From Interactions to Principles: Experience-Driven Self-Distillation for Evolving LLM Agents
Abstract
LLM agents have achieved strong performance in tool-augmented reasoning, but most remain largely stateless: after each episode, the agent discards interaction traces and does not accumulate reusable strategies. Prior work either stores raw trajectories for case-based reuse or relies on external teacher models to write reflections, which limits generalization or leaves the agent’s policy unchanged. We introduce EvolveR, an experience-driven framework that allows an agent to improve using its own interaction history. EvolveR maintains an experience base of distilled strategic principles derived from past trajectories. In an offline phase, the agent self-distills successful and failed trajectories into concise principles, applies semantic deduplication, and assigns each principle an empirical utility score for maintenance and pruning.
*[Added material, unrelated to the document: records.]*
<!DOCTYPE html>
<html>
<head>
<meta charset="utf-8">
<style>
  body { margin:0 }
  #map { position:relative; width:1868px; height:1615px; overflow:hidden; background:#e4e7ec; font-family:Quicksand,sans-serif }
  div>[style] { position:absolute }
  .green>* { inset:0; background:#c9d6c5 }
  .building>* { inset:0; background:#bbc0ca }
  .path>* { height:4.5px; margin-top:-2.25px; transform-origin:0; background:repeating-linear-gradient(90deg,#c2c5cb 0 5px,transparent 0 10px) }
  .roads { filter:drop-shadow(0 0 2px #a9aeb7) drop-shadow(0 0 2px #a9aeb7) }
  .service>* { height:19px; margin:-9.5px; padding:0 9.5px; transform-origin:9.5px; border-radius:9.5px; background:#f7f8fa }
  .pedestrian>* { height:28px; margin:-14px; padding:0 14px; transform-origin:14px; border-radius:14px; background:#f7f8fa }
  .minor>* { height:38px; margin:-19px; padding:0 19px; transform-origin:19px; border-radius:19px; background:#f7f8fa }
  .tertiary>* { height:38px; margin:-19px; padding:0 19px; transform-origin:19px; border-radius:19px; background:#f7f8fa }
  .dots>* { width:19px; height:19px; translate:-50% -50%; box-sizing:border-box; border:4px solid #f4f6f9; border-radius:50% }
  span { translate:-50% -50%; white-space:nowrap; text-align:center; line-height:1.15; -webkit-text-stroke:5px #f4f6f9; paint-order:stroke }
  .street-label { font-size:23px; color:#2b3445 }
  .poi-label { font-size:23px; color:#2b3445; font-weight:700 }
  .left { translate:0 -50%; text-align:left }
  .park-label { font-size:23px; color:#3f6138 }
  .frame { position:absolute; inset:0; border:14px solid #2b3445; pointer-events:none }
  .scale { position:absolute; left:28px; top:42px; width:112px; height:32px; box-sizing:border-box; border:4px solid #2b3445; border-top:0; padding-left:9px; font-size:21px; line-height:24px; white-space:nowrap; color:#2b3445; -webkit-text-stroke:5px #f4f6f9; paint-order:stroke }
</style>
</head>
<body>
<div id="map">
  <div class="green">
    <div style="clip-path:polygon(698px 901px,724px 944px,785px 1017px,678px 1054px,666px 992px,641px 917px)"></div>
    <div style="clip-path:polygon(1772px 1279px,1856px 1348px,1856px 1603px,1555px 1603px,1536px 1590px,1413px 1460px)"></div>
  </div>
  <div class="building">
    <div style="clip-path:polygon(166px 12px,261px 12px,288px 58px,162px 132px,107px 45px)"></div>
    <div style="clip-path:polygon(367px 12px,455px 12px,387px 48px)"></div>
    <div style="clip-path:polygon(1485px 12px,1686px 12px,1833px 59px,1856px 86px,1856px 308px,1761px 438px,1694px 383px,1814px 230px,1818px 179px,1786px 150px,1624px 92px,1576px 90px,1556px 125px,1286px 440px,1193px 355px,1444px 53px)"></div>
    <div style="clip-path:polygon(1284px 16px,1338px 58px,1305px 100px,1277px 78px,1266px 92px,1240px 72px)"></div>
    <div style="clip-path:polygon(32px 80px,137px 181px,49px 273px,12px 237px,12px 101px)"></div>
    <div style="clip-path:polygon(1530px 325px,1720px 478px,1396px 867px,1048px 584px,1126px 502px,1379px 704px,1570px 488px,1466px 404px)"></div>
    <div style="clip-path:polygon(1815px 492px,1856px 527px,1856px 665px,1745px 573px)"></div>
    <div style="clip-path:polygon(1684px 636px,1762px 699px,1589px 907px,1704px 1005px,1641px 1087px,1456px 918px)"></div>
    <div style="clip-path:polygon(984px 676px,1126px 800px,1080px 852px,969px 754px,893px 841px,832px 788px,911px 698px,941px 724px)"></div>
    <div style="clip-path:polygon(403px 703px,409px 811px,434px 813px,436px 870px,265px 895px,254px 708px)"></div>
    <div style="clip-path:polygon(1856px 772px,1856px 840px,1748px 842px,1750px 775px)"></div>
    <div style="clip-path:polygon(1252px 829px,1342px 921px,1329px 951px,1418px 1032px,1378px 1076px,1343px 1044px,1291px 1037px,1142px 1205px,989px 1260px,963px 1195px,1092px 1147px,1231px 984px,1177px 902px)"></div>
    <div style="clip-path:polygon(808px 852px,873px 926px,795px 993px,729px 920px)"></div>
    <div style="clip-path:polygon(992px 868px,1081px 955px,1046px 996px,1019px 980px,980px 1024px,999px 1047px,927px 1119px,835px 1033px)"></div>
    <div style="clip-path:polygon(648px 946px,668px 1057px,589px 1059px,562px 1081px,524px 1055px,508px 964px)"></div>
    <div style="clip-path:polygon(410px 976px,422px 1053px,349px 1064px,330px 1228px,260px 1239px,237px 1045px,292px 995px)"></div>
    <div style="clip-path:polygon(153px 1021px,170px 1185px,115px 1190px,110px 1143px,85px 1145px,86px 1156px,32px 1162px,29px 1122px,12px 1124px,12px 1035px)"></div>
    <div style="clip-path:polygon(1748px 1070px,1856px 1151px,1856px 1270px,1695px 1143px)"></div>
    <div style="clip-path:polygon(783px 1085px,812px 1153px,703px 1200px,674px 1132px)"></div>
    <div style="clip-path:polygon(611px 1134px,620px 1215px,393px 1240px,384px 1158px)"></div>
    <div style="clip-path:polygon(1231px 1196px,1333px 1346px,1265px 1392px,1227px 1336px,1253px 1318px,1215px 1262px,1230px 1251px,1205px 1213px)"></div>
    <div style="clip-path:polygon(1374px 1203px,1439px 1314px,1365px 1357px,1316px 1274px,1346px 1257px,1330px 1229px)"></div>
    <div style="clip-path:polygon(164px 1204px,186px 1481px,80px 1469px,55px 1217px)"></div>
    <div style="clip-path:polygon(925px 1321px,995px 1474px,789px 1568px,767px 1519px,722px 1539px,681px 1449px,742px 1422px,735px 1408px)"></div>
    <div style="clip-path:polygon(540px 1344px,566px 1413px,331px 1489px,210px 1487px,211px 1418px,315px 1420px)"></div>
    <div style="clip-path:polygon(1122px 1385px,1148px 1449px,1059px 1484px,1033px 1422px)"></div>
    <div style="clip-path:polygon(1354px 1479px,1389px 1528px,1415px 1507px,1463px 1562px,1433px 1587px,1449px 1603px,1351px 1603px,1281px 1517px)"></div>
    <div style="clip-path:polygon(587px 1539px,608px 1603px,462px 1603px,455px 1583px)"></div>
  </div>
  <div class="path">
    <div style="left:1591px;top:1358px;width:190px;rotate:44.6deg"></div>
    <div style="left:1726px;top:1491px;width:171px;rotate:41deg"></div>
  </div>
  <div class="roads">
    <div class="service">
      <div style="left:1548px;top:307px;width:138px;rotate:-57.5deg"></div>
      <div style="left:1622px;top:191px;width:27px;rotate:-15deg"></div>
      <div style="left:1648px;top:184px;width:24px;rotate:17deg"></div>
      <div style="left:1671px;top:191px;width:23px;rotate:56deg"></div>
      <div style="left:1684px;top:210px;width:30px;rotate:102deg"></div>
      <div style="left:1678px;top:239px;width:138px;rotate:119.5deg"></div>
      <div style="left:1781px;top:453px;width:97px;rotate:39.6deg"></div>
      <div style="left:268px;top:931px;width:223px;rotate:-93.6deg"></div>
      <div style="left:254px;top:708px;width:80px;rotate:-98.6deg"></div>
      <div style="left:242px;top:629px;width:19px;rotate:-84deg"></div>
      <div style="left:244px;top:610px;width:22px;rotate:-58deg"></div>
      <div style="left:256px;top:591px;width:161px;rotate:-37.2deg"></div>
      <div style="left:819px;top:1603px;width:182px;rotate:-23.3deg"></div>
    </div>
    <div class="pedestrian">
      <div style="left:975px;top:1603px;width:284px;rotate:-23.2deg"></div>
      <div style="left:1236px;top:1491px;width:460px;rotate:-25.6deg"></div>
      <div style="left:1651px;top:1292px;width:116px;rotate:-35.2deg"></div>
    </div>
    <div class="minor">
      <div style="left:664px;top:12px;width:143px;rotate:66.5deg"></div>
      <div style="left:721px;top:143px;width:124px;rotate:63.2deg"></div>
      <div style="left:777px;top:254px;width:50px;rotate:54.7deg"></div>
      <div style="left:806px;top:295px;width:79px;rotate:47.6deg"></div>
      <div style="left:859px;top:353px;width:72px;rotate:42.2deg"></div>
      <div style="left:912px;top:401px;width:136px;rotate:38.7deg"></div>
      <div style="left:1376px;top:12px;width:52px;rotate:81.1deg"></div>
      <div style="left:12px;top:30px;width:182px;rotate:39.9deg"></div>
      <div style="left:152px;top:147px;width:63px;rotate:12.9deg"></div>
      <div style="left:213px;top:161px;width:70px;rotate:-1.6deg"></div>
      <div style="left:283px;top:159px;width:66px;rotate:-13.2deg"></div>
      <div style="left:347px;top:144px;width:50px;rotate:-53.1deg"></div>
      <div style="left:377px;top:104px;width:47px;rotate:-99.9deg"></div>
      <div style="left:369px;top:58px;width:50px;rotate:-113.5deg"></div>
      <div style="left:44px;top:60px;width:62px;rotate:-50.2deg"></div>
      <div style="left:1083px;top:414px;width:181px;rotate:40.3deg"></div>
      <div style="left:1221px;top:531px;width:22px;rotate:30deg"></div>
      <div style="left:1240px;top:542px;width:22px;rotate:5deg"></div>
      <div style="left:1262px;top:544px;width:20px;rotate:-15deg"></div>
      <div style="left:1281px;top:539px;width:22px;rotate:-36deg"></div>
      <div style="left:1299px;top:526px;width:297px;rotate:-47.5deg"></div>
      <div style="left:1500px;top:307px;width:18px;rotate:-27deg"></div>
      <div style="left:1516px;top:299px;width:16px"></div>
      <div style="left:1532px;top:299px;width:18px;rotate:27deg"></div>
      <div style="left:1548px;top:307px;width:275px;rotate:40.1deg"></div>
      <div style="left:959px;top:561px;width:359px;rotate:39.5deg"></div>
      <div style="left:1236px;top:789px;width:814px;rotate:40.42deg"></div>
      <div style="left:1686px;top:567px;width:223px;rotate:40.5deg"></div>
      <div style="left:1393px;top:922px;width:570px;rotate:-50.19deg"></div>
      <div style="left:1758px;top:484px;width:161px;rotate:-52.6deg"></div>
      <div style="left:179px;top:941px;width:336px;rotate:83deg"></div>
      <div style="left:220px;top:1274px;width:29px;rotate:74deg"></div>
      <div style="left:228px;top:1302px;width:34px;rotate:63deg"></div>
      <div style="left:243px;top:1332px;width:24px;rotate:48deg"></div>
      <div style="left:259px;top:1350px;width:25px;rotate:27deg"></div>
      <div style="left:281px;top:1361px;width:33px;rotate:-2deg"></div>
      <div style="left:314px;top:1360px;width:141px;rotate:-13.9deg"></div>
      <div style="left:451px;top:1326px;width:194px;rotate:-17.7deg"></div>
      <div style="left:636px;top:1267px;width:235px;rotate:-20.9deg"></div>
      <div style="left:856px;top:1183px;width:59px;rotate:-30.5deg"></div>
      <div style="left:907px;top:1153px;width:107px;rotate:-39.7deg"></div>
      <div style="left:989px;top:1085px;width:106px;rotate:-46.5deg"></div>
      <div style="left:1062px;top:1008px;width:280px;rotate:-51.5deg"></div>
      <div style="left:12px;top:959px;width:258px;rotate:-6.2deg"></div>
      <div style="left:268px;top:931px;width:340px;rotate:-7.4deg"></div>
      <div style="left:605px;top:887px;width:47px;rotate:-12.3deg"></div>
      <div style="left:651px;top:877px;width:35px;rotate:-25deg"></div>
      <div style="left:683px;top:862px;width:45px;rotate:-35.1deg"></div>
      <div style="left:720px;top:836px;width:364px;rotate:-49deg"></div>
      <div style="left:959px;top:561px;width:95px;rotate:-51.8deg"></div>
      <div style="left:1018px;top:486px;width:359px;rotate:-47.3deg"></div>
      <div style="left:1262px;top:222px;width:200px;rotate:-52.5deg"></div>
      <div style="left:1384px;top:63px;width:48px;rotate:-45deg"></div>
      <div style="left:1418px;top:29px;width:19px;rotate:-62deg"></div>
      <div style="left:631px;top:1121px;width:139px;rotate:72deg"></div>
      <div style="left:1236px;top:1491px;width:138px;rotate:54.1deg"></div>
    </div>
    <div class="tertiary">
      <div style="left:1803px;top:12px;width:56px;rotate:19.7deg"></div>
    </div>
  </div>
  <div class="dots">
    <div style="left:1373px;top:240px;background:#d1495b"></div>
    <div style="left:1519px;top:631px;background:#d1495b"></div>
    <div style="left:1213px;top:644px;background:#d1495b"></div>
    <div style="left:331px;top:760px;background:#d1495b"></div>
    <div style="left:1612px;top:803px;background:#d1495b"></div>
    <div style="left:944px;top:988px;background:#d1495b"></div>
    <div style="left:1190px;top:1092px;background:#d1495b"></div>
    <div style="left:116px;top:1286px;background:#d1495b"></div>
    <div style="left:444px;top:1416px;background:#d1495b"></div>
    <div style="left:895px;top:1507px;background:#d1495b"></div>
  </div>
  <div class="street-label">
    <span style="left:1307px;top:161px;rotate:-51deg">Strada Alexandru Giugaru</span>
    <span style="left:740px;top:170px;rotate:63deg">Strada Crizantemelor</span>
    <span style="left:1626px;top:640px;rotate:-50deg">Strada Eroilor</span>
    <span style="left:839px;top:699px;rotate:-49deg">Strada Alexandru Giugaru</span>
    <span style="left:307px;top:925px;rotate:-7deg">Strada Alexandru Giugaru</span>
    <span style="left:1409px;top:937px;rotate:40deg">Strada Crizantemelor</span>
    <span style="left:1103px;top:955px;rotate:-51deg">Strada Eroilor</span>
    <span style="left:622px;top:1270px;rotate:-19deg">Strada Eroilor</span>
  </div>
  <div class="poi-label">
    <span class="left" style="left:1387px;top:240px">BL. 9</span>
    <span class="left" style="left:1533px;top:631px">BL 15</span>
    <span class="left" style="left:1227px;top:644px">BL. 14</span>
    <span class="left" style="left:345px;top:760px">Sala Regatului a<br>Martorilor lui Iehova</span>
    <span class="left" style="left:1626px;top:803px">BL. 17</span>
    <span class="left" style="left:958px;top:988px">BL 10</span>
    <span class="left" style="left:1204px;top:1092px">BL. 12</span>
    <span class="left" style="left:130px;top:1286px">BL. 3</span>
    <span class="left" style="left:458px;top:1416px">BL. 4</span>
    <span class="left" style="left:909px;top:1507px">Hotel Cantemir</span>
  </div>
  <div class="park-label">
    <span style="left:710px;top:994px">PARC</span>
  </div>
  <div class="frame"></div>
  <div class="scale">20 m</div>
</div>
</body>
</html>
In an online phase, the agent retrieves top-ranked principles to guide reasoning and tool usage, generating new trajectories. We then perform policy evolution with reinforcement learning on these experience-conditioned trajectories, reinforcing behaviors that effectively retrieve and apply useful principles. We demonstrate the effectiveness of EvolveR on complex multi-hop question-answering benchmarks, where it achieves superior performance over strong agentic baselines. Our work presents a comprehensive blueprint for agents that learn not only from external data but also from the consequences of their own actions, paving the way for more autonomous and continuously improving systems.